The database was born in 1990 in the British Public Records Office, when two scholars struck up a conversation about their respective projects. David Eltis, who is now the Robert W. Woodruff Professor of History at Emory University, was gathering data on the early history of the British slave trade. Stephen Behrendt, who teaches at the Victoria University of Wellington in New Zealand, was doing the same for its later years. They decided to combine their efforts to create a collaborative platform for further scholarship.
With $1,025,644 from NEH and help from the W. E. B. DuBois Institute for African and African American Research at Harvard University, Eltis and Behrendt were soon consolidating the data that they and many other historians had spent years culling from tax registers, port books, captains’ logs, private letters, and a myriad of other documents. They released the first edition of the database on CD-ROM in 1999 and, after integrating a wave of new information, launched an open-access website called Voyages in 2008. To date, the database includes data from 57 contributors, reflecting 34,948 voyages—an estimated 66 to 80 percent of all slaving expeditions to cross the Atlantic during the trade’s three-and-a-half centuries.
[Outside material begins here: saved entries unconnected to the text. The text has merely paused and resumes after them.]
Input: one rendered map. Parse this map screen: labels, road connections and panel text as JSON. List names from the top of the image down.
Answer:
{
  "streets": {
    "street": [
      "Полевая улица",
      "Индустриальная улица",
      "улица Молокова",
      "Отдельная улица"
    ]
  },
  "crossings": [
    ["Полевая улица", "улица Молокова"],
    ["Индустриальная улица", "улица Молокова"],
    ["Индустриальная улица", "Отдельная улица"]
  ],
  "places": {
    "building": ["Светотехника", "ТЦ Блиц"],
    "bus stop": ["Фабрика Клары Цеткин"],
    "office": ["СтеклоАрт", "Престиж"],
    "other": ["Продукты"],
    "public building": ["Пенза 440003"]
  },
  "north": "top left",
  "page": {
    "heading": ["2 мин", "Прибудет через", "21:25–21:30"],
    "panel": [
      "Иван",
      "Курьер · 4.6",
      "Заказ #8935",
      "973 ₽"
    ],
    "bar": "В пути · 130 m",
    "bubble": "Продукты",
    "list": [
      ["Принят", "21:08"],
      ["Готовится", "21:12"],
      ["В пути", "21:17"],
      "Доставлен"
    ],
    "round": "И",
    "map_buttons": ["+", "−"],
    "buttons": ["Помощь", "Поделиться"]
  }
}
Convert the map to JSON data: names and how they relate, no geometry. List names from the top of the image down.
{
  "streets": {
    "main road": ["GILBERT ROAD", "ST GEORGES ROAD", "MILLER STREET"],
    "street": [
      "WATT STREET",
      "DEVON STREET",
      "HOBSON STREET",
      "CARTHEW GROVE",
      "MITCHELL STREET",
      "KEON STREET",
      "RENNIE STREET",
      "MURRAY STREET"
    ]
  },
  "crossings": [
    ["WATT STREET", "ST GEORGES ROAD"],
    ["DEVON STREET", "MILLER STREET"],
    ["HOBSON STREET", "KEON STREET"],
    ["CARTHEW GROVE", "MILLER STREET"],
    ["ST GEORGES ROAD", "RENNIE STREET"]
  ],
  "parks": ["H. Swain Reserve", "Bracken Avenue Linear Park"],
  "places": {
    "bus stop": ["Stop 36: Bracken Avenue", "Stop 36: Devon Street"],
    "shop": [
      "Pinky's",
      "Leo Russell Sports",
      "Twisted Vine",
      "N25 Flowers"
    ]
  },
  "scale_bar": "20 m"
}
The real strength of the database, however, lies less in its grand totals than in the smaller patterns that emerge. Each record contains fields for a voyage’s milestone dates (departure, landings, return), rigging, captain’s name, places of slave purchase and sale, number of slaves embarked and disembarked, and so on. These kinds of details allow for more focused counts, which, in turn, raise more substantive questions: What can the data tell us, for example, about the dynamics of shipboard rebellions? About the origins of American rice culture? Or about the ancestry of Cuba’s slave population?
One of the first online databases to embrace crowdsourcing for the collection and correction of information, the database continues to evolve with the times. The project team is currently working to add the latest vetted data and recode the Voyages website, incorporating a foreign language capability and dynamic mapping features.